Try Begging - Chapter 146.2
Leon was trying to deny it when he remembered a vague memory from his past. It was after he graduated from the military academy and returned to his mansion.
“What should we do with this?”
The maid had asked, holding up a dolphin doll while they were clearing out his childhood items in the storage room. He hadn’t even remembered owning it. At that time, it had only been a trigger for unpleasant memories, yet instead of asking to throw it away, he found himself saying to keep it in storage.
Why do we choose not to completely forget?
Whoosh. Bang.
With the straw hat in hand, Leon was pulled back to the present by the sound of fireworks. He looked out the window as fireworks began to color the night sky, celebrating the new year.
Champagne, kisses, parties, and fireworks brought another night to mind.
…The night of his engagement party, which had been a turning point leading him here.
Bang.
The woman who was terrified into paleness that night for mocking exploding fireworks as gunshots. And he had mocked her.
His face reflected in the window beyond the illusion was twisted and joyless.
Leon closed his eyes tightly.
He had believed, at the moment he decided to walk this path, that if he could just impregnate her and break her brainwashing, everything would fall into place. How foolish he had been just two seasons ago.
“May the next year bring more hope than this one. That futile hope is all you have left.”
Whose words were those, really?
Bang.
As everyone wished for luck at the stroke of midnight, Leon silently wished for a happy misfortune. He hoped that the sound he heard was a bullet hitting him.
And this time, it would be her turn to mock.
Right in front of him.
Clank, clank, clank.
As Leon listened to the rhythmic clatter of the train wheels on the tracks, other sounds began to blend in, prompting him to open his eyes. The setting sun was obscured by thick raindrops striking the window, trailing down in diagonal lines.

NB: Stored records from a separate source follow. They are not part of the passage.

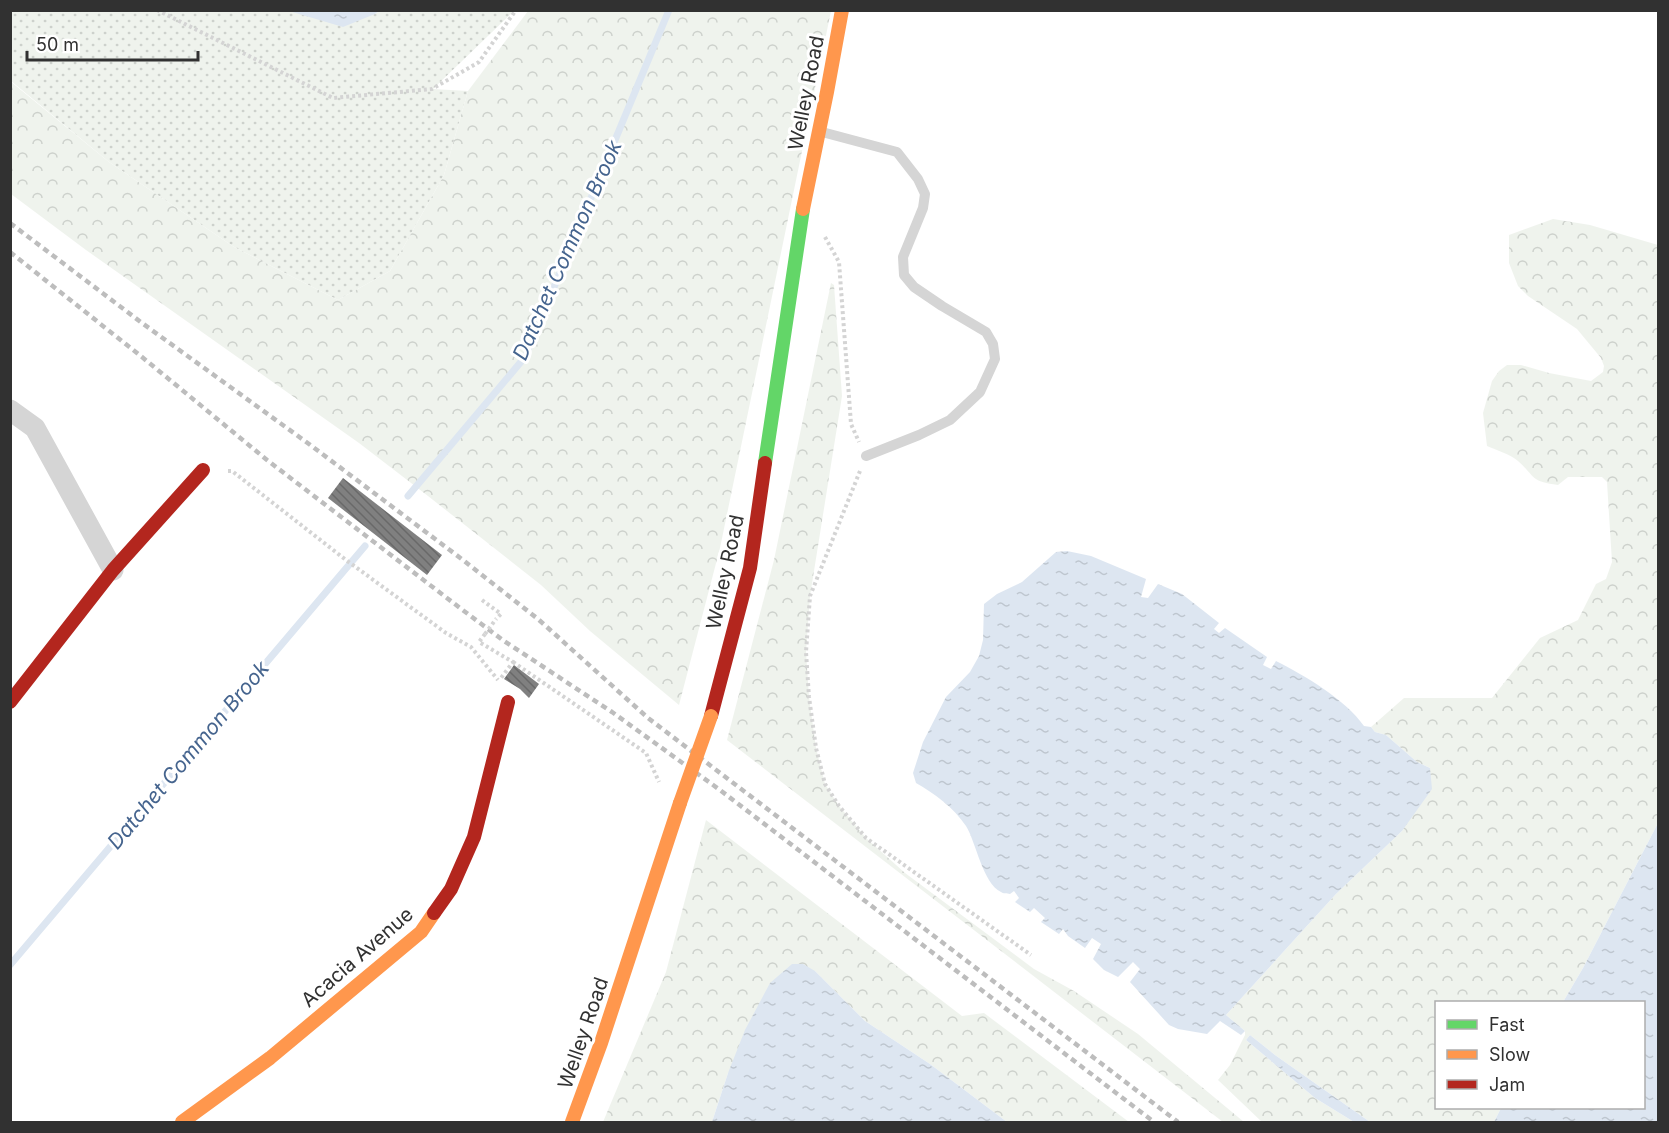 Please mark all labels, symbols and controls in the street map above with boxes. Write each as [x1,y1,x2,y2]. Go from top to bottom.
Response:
scale bar [27,24,198,62]
text: 50 m [36,34,79,55]
street label: Welley Road [783,34,829,152]
water label: Datchet Common Brook [507,136,627,364]
street label: Welley Road [701,513,749,631]
water label: Datchet Common Brook [102,656,274,854]
street label: Acacia Avenue [296,902,418,1012]
street label: Welley Road [553,974,613,1092]
legend [1435,1001,1645,1109]
text: Fast [1489,1014,1525,1035]
text: Slow [1489,1044,1530,1065]
text: Jam [1489,1074,1525,1095]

He watched the rain idly, a deflated laugh escaping him.
Miserable.
As the train slowed, the familiar skyline of a city set against a sky tinged with gray and red came into view.
He was back in Winsford.
It was exactly one month since the woman had disappeared—without him. Leon scribbled on a napkin on the table with his fountain pen:
— One month.
— 31 days.
— 744 hours.
— 44,640 minutes.
Converted to seconds, it was 2,678,400 seconds.
He knew it was meaningless and would only add to the pain, yet he couldn’t stop himself. 2,678,401 seconds. 2,678,402 seconds.
2,678,403 seconds…
“Ha…”
He set the pen down, the sound echoing sharply in the empty first-class compartment with his sigh.
He had considered all scenarios but never truly anticipated returning alone. All his plans had been about preventing him from returning without her. Yet, he couldn’t just wait indefinitely in the place where she had vanished. There was no reason to.
Knowing this, he had lingered in the north under the guise of conducting prisoner interrogations and investigations, only leaving as the ceremony for his title conferment approached.
The royal event schedule was usually planned meticulously at least six months in advance. Yet, surprisingly, within less than a month of announcing a title conferment during the New Year’s address, the royal household notified him that the ceremony was to be held.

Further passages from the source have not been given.